The results of the 2012 Benchmark show a picture of a sector rising positively to the challenges thrown up by the recession, while facing the downward pressure of staff and budgetary reductions.
Room for improvement
On the plus side, the position of communications within charities is improving, with greater recognition of the importance of comms to the broader work of charities compared to 2008, when the Benchmark was last conducted. Over two thirds of respondents say their organisation sees comms as central to achieving its mission, with nine in 10 saying their CEO values communications.
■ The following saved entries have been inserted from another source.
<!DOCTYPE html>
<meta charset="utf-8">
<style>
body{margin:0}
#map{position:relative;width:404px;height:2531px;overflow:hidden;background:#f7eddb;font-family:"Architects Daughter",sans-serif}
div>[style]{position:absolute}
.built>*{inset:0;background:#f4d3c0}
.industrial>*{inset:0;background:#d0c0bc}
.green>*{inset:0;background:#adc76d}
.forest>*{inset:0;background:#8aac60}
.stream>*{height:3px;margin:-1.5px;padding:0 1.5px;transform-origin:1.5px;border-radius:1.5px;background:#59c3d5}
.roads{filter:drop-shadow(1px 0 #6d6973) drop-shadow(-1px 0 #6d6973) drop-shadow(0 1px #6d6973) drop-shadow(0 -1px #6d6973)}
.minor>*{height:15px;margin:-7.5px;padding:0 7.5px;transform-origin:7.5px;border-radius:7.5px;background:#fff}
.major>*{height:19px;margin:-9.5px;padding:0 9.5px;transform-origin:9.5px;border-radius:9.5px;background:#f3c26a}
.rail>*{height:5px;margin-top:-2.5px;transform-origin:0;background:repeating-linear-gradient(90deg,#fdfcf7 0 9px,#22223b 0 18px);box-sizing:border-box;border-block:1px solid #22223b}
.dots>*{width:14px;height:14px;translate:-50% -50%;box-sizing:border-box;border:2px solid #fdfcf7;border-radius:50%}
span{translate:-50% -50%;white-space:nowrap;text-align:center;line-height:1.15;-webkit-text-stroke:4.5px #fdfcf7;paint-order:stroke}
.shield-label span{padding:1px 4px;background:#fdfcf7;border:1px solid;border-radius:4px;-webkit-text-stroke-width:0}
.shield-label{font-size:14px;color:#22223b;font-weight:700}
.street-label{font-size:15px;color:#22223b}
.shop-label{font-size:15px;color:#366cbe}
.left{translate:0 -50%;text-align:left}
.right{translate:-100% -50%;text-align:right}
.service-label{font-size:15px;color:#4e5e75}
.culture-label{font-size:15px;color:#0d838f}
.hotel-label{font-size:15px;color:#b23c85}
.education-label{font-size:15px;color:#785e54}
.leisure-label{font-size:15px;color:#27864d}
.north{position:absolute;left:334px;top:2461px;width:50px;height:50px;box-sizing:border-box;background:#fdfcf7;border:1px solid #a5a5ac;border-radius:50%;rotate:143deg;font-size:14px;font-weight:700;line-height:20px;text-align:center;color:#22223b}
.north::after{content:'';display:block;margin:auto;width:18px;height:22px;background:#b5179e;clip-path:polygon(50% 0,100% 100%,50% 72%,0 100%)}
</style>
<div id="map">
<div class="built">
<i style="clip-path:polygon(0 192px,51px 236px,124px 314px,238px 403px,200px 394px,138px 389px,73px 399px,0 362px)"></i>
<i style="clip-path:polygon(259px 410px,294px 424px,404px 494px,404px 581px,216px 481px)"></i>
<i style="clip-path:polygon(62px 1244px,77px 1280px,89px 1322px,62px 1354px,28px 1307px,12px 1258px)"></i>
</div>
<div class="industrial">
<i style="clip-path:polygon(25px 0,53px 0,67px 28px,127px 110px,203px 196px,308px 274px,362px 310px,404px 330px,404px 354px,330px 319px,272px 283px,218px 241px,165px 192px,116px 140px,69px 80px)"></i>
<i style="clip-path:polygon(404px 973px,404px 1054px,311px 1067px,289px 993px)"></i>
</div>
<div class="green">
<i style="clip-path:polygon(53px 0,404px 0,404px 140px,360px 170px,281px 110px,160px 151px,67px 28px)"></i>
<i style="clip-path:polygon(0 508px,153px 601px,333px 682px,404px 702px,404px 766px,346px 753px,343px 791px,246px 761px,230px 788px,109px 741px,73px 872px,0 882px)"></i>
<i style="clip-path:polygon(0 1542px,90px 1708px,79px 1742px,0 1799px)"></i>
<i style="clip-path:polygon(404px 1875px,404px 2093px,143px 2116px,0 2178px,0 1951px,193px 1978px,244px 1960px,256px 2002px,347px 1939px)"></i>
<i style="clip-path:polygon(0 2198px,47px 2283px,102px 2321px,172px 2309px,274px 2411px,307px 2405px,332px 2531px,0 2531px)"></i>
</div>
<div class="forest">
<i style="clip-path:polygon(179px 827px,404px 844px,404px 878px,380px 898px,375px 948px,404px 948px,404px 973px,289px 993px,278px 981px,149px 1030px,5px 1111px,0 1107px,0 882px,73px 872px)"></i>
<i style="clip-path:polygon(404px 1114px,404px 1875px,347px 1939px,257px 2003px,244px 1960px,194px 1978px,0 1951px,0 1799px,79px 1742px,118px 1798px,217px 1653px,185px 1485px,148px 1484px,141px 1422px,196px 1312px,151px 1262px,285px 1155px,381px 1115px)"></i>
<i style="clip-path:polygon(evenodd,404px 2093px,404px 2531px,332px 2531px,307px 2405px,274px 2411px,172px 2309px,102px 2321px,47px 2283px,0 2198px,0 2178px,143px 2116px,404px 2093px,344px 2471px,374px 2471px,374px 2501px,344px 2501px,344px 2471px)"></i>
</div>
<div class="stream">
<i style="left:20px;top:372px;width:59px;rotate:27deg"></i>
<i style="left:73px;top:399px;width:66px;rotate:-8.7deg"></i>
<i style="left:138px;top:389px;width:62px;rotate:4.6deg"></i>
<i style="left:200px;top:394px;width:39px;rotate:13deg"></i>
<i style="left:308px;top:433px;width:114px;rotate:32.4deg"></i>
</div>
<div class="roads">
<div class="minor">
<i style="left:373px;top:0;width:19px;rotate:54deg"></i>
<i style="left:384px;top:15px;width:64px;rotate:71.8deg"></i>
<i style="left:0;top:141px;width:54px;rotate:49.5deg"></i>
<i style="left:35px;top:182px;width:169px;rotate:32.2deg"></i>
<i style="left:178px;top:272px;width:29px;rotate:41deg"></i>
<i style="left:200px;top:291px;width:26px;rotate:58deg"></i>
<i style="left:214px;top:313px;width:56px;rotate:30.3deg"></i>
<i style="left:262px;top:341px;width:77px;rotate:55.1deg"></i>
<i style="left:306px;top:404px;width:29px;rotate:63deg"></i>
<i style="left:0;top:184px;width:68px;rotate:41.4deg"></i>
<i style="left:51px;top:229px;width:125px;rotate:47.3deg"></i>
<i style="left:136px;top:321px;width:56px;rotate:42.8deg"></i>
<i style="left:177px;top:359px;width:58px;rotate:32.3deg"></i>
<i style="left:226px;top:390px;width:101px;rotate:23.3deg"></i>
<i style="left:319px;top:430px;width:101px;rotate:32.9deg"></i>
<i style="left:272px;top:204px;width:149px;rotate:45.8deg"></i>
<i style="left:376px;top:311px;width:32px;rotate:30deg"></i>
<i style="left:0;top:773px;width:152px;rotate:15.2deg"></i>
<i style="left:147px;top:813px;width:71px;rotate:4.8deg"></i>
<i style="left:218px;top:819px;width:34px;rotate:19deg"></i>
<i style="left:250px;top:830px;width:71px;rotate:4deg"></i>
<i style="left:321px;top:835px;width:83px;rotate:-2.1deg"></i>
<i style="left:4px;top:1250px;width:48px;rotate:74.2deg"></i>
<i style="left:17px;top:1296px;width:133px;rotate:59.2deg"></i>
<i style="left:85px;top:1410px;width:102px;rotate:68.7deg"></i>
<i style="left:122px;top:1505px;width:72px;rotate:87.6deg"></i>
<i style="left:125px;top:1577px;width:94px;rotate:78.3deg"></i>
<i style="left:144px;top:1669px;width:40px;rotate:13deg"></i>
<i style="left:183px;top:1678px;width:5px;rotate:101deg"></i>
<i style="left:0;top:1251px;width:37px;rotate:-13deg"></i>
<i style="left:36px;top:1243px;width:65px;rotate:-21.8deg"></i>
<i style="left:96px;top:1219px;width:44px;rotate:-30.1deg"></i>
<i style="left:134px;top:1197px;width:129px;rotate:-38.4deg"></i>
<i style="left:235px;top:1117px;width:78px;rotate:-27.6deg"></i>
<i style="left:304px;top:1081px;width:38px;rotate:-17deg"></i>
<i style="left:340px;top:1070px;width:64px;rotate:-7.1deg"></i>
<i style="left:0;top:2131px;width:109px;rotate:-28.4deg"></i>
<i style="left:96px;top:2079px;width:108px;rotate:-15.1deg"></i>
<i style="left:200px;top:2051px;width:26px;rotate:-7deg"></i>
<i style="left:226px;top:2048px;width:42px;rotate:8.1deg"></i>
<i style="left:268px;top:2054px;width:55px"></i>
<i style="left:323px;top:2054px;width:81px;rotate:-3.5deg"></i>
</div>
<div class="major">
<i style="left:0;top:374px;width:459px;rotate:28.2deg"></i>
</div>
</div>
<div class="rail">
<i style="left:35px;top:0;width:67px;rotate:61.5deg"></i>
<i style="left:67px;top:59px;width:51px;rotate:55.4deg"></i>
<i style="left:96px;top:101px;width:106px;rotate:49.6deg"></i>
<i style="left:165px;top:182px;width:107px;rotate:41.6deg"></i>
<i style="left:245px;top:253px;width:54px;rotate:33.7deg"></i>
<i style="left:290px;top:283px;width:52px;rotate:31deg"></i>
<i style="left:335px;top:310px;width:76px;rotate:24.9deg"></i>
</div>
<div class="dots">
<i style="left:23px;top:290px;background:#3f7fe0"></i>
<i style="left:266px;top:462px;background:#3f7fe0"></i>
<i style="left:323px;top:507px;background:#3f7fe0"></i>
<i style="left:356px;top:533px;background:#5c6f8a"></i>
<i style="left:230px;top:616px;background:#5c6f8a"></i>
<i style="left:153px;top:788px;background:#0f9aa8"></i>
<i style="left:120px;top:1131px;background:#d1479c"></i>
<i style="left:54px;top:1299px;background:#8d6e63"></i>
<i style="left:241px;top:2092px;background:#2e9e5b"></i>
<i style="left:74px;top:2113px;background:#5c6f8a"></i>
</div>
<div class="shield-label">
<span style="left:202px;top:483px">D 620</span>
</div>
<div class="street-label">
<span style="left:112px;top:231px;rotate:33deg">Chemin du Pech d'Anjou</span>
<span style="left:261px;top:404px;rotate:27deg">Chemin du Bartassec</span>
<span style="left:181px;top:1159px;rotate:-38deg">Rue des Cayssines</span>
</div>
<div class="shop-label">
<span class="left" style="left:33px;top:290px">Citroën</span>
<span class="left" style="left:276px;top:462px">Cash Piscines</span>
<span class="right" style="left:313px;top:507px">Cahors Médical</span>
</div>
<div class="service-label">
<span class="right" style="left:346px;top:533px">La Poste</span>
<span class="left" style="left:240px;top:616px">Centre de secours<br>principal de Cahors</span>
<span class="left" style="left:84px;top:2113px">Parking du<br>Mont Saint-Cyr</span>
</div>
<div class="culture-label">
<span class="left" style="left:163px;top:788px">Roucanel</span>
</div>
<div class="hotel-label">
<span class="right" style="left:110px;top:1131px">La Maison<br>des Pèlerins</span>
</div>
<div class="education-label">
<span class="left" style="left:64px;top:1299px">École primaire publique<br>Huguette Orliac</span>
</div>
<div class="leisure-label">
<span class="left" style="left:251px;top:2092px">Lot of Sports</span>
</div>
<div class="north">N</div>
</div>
Less positively, nearly half of charity communicators do not feel they have an organisational culture which respects comms. So while senior management might be on side, this isn’t necessarily filtering through the ranks. And with only 26% believing their trustees know and understand about communications, there’s still plenty of room for improvement at board level.
The rise of the brand
Meanwhile, branding sees the greatest increase in importance compared with 2008, with 82% of charities considering it important or essential compared with 67% four years ago. Keeping our brands fresh, relevant and exciting is key for us all. The fact that the value of brand is being more fully appreciated is testament to comms professionals' work to convince senior management of the place of a strong brand in delivering organisational goals.